Because ASMD is a highly variable disorder, it is important to note that affected individuals will not have all of the symptoms described below and that every individual case is unique. Some children will develop severe, life-threatening complications early in life; others have mild disease that may go undiagnosed well into adulthood. Parents should talk to their child’s physician and medical team about the specific symptoms and overall prognosis.
NIEMANN-PICK DISEASE TYPE A The severe, infantile form of ASMD, known as Niemann-Pick disease type A, can be distinguished from more mild forms, which have later onset. The initial symptom in most infantile cases is abnormal enlargement of the liver and/or spleen (hepatosplenomegaly), which can progressively worsen until the liver and spleen become massive. Significant accumulation of fluid in the abdomen (ascites) can also occur. Yellowing of the skin and whites of the eyes (jaundice) may occur during the newborn period. Additional symptoms during infancy include feeding problems, Constipation, Nausea, Vomiting, significant gastrointestinal reflux, Irritability, loss of reflexes, and progressive loss of muscle tone (hypotonia). Feeding difficulties and other abnormalities (e.g. frequent Vomiting) can result in failure to thrive. The accumulation of sphingomyelin in the lungs can result in recurrent respiratory infections and difficulty breathing, potentially resulting in life-threatening respiratory failure.
Most infants develop a condition known as cherry red spots in the eyes. A cherry red spot affects the macula, which is the region of the retina that contains light-sensing cells necessary for central vision. It is normally yellow. A cherry red spot is not always present in affected individuals.
The attainment of developmental milestones and overall development may be normal in the first several months. However, often by 9 to 12 months of age, development plateaus and affected infants lose previously acquired motor skills. Affected infants may experience profound neurologic deterioration and increased muscle tone and stiffness of muscles (spasticity), and the disorder is often fatal by 3 years of age.
NIEMANN-PICK DISEASE TYPE B Individuals with later onset forms of ASMD can develop symptoms from infancy to adulthood. Sometimes, these forms are collectively referred to as Niemann-Pick disease type B; they are, generally, milder than Niemann-Pick disease type A (infantile form). Individuals with mild forms can live until late adulthood and some may go undiagnosed until well into adulthood. Niemann-Pick disease type B is associated with systemic disease that can vary widely in severity and extent.

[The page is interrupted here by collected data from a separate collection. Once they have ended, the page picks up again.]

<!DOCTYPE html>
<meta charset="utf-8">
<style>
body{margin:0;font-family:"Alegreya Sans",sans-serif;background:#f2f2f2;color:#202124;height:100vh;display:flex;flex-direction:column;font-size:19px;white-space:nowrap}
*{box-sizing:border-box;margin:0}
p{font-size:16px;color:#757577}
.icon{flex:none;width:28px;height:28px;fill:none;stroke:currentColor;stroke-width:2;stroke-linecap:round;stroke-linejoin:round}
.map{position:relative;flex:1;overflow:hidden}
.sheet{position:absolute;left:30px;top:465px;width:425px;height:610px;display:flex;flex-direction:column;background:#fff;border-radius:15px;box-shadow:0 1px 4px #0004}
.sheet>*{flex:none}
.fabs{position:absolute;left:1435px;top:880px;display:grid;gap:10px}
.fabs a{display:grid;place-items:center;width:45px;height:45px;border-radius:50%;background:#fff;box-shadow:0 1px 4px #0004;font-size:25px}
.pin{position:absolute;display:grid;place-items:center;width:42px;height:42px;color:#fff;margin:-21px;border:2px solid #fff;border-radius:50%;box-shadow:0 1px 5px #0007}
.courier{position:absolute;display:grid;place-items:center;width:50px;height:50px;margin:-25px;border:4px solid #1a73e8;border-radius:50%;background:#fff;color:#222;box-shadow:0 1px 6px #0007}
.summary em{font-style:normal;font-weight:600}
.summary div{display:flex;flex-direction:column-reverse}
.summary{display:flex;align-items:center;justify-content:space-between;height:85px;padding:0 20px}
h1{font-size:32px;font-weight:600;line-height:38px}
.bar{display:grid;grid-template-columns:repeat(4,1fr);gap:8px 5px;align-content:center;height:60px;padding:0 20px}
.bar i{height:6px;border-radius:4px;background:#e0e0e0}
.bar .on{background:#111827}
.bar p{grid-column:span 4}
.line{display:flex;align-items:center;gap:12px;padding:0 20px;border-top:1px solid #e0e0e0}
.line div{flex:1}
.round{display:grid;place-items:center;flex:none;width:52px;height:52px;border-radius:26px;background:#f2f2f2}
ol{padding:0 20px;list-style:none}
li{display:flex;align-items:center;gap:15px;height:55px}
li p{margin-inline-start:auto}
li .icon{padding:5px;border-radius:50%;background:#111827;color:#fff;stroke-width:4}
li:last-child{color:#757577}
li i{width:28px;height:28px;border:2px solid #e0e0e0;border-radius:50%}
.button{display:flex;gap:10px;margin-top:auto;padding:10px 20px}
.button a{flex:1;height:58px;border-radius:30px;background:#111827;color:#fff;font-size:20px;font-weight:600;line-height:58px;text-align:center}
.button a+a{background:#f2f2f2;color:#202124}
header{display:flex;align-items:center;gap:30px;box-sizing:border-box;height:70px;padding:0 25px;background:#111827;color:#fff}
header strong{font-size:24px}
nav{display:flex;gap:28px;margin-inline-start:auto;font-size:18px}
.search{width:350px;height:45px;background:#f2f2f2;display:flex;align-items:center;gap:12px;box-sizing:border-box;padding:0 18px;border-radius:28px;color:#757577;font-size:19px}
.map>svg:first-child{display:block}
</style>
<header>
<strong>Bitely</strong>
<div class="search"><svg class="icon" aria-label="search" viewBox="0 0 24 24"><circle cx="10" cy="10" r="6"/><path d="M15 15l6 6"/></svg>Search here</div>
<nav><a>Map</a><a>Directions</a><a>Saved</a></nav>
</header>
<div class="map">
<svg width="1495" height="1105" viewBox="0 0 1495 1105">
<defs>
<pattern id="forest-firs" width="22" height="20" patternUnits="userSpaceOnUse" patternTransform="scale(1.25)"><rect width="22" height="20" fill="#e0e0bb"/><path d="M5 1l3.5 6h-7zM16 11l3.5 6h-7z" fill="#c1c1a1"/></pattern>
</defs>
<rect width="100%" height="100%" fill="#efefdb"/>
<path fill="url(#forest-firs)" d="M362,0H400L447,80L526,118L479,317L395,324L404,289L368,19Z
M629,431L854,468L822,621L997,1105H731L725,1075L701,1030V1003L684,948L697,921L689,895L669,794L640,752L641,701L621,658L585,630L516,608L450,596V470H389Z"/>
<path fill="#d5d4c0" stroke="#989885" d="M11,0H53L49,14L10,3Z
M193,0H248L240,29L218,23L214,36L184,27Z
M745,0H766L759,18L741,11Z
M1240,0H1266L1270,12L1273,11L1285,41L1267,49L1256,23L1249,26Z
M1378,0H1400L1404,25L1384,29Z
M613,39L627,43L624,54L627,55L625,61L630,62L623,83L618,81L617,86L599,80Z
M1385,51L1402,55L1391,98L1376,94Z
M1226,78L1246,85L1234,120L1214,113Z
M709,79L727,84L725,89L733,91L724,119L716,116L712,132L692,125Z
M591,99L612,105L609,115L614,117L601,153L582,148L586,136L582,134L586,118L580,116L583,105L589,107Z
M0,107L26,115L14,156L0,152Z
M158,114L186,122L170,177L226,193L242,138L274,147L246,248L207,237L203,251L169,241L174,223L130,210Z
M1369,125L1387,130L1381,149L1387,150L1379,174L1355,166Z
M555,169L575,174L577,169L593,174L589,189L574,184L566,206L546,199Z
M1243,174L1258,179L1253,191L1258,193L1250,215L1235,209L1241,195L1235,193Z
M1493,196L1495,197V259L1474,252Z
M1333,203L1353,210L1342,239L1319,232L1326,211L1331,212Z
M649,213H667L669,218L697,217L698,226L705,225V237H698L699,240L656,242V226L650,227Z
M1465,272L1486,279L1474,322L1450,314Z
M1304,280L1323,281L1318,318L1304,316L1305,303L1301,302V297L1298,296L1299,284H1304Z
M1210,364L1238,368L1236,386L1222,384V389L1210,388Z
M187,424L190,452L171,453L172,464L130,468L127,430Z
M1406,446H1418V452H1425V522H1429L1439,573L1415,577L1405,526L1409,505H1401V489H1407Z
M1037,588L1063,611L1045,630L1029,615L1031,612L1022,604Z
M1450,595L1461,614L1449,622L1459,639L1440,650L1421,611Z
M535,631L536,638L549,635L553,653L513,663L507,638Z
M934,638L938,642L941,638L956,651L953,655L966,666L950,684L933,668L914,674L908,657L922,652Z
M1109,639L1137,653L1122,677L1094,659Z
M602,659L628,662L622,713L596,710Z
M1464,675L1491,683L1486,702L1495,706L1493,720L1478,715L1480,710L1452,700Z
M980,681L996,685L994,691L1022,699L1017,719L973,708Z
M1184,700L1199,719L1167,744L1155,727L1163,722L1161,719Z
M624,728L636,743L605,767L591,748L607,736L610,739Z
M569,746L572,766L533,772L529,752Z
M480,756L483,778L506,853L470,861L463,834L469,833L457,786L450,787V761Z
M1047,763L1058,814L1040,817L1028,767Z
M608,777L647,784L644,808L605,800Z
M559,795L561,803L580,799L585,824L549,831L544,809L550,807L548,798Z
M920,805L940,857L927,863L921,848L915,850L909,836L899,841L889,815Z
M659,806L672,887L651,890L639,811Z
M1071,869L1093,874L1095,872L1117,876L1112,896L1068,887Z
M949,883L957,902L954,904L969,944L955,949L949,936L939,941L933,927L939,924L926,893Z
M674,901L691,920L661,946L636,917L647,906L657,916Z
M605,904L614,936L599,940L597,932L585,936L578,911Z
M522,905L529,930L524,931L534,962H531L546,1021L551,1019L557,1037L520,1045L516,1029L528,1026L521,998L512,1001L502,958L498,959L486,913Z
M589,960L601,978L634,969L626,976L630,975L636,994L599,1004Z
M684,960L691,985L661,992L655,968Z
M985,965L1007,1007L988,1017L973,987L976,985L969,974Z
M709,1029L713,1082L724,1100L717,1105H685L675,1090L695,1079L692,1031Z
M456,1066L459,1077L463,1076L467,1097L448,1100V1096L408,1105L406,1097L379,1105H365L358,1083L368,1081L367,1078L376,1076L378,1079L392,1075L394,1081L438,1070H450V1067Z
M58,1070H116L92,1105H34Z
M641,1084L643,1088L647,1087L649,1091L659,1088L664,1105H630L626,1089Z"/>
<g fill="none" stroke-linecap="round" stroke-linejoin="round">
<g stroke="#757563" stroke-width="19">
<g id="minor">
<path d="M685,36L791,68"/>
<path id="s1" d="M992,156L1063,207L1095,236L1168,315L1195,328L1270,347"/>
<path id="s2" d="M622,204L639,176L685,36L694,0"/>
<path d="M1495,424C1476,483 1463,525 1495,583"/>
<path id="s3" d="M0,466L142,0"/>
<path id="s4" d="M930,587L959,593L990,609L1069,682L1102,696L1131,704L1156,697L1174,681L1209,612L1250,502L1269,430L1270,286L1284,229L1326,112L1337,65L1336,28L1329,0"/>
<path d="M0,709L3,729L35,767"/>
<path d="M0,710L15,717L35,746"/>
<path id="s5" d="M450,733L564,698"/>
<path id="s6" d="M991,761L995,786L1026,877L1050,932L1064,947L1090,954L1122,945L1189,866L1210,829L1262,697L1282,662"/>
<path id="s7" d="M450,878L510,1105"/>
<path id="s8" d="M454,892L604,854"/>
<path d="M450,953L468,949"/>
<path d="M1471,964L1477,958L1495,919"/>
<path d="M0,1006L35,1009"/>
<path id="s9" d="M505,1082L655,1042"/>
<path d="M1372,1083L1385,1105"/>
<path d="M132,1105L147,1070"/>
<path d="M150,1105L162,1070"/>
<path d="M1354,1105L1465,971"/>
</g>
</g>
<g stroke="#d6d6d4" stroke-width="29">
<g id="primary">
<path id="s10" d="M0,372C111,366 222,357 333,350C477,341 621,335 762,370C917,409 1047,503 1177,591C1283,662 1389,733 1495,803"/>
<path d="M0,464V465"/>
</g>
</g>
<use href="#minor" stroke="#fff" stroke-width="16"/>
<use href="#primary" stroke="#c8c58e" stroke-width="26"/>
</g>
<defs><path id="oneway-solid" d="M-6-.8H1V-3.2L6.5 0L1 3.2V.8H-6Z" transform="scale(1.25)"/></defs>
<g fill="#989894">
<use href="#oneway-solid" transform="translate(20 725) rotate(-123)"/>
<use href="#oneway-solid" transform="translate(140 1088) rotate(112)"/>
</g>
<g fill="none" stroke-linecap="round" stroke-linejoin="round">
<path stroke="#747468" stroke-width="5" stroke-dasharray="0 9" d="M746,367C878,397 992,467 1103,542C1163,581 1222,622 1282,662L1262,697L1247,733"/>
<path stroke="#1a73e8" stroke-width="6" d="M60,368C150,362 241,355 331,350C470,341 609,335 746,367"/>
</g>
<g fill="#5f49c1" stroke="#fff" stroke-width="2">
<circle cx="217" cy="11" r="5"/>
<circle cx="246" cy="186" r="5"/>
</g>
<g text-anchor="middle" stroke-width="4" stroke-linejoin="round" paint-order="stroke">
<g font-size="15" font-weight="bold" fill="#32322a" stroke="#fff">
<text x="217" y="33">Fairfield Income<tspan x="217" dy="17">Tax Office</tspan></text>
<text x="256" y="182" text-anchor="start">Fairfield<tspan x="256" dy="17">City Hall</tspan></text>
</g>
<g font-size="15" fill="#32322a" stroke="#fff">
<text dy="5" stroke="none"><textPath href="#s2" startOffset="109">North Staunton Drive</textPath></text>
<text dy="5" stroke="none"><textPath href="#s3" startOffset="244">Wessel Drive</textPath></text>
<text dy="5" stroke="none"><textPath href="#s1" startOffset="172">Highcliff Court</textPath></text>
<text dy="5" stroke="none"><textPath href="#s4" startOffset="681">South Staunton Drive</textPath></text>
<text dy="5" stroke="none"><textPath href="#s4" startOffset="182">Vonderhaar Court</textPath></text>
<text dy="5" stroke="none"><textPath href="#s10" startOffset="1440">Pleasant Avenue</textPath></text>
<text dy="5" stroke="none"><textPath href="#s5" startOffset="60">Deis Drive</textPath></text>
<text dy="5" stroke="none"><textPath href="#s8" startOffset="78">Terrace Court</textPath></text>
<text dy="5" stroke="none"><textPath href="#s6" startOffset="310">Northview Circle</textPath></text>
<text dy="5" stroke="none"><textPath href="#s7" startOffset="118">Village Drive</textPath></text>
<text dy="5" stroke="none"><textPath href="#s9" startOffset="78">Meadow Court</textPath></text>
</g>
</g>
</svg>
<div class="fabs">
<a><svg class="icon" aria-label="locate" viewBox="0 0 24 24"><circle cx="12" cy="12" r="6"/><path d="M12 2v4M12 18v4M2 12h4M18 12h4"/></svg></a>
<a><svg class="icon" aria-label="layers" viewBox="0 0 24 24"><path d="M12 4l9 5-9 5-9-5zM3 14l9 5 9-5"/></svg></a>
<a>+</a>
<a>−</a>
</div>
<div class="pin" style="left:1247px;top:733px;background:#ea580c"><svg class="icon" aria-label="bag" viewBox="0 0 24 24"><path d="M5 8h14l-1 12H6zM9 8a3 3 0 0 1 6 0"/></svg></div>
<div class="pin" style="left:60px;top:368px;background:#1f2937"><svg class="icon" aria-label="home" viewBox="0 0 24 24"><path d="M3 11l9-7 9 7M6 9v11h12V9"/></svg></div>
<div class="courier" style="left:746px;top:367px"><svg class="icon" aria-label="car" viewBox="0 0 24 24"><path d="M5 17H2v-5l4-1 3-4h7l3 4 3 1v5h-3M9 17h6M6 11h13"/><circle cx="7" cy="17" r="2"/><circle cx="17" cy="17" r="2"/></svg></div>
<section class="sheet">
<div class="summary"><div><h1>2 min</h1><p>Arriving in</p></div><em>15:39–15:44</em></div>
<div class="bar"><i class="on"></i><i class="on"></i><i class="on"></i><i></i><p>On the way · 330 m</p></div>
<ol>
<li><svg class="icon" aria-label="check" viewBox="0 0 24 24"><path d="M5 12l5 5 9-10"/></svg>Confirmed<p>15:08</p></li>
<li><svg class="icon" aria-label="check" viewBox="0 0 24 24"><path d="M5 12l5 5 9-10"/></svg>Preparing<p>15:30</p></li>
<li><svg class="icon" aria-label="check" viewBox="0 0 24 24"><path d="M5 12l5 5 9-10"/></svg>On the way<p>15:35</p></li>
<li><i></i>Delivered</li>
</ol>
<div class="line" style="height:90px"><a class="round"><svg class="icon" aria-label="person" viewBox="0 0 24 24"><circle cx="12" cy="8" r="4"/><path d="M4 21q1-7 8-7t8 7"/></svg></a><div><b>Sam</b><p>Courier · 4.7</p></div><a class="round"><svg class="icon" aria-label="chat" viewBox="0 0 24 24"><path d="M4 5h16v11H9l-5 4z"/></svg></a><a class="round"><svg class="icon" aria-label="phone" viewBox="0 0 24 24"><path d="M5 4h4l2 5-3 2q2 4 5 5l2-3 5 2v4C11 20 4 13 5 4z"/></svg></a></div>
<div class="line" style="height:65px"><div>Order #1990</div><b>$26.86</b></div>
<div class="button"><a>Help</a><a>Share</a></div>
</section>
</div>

Hepatosplenomegaly is a common initial symptom and can range from mild to massive enlargement. Progressive enlargement of the spleen can cause low levels of platelets and white blood cells. White blood cells help to fight infection and a reduced number of these cells can leave an affected individual susceptible to infection. Platelets are specialized blood cells that allow the body to form clots to stop bleeding. A reduced number of platelets, known as thrombocytopenia, can lead to episodes of prolonged bleeding. Abdominal pain can result from enlargement of the liver and spleen. An enlarged spleen is at risk of rupturing, potentially resulting in life threatening bleeding into the abdominal cavity.
Some degree of liver disease is present in most individuals with type B disease. The majority have abnormal liver blood tests and some scarring in the liver. The scarring can range from mild without symptoms, to frank cirrhosis and liver failure.
Some affected individuals experience a gradual deterioration in lung function. For some individuals, lung involvement may be mild with no noticeable symptoms. Some individuals may develop difficulty breathing upon exertion (dyspnea). Other individuals may experience continued deterioration in breathing (respiratory) function with severe limitations in activity levels and oxygen dependence. Recurrent pneumonia may occur.
Individuals with late-infantile or later onset of ASMD usually do not develop neurological symptoms, but may develop mild symptoms, or, in rare cases, may develop clinically significant neurological symptoms. Some affected children and adolescents may develop rapid, involuntary eye movements (nystagmus) and cerebellar signs, which includes unsteady manner of walking and clumsiness. Intellectual disability and psychiatric disorders have also been reported. Abnormalities of the retina, the nerve-rich membrane lining the back of the eyes, and peripheral neuropathy may occur. Peripheral neuropathy is a general term for any disease affecting the nerves outside the central nervous system. Common symptoms include the loss of sensation or abnormal sensations such as tingling, burning, or pricking along the affected nerves.
Most affected children experience growth delays and low weight, although most eventually reach a near normal adult height. Delayed puberty and skeletal maturation may also occur.
Most individuals have osteopenia, or thinning of the bones. (Wasserstein et al, JIMD, 2013). Limb and bone pain have been reported.
A common finding in affected individuals is abnormal levels of lipids in the blood serum (dyslipidemia), specifically low levels of high density lipoprotein (HDL-cholesterol, aka “good cholesterol”), high serum concentrations of low density lipoprotein-cholesterol (LDL-C) and high triglyceride levels (hypertriglyceridemia). Affected individuals may be at risk early coronary artery disease.